Being second, third or fourth is often better. Groupon did not invent the social buying concept. They re-introduced the modified concept at the right market time, 10 years later.

 

Brain Candy: questions to consider and ponder

 

(Q1)
How important is being first to market for your venture and your sector?

 

(Q2)
How does differentiation play out for your product or service if you’re not first to market?

 

(Q3)
What variables do you consider when analyzing the differentiation of your product or service from the competition?

 

(Q4)
Does your differentiation matter to the buyer?

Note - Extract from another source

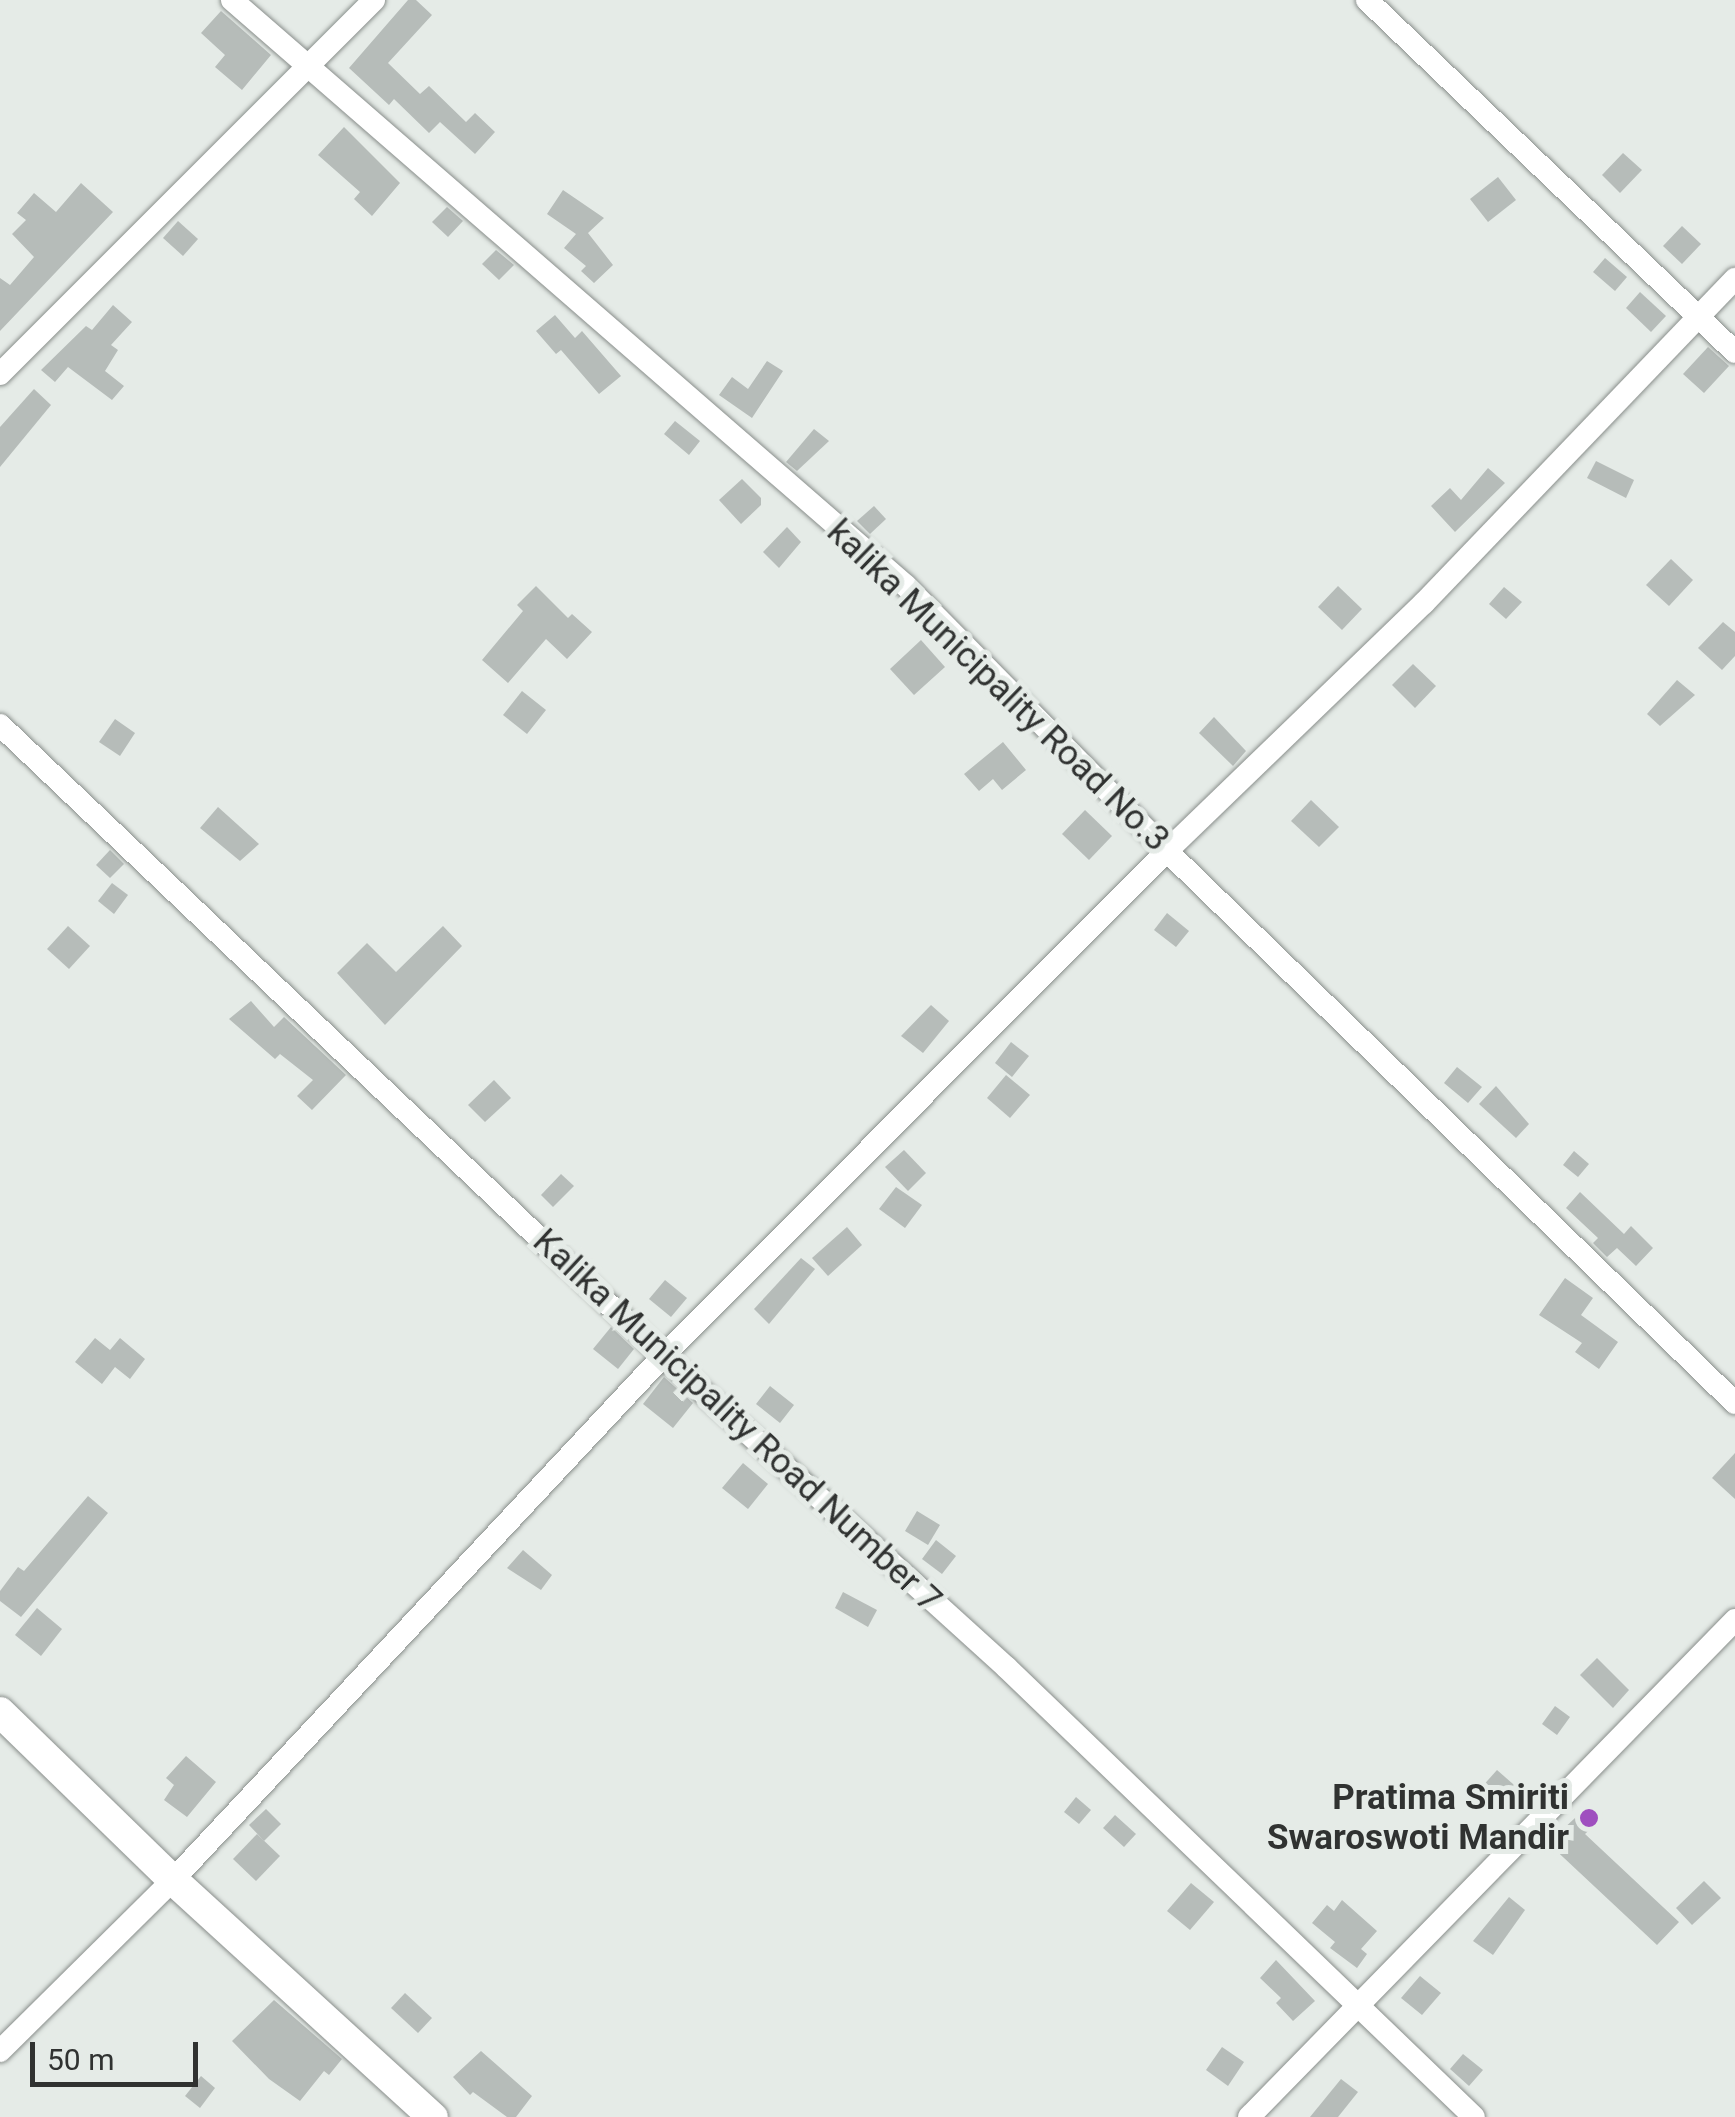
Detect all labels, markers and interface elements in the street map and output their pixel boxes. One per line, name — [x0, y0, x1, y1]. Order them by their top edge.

Does the buyer recognize the difference?

 

(Q5)
Have you ever failed due to being too early? What would you do differently?

 

(Q6)
Do you know how to ride an emerging market? What are the variables to consider when riding an emerging market?

 

(Q7)
What can you learn about financial or technology markets by studying nature?

 

(Q8)
How can you apply Darwin’s principles to startups?

 

(Q9)
Have you analyzed the competition for each product or service you offer?

 

(Q10)
Have you analyzed the key value points for your product or service?

 

(Q11)
Take the time to look at a specific market and determine whether the current leader of the category was first to market or a follower?

 

Entrepreneur
Myth 19
| The business plan is critical

 

 

Do you hate writing business plans? Good. I hate reading them. The most painful part of the investor due diligence process is reading the business plan. With all the advice available on how to write a business plan, they should all look like gold.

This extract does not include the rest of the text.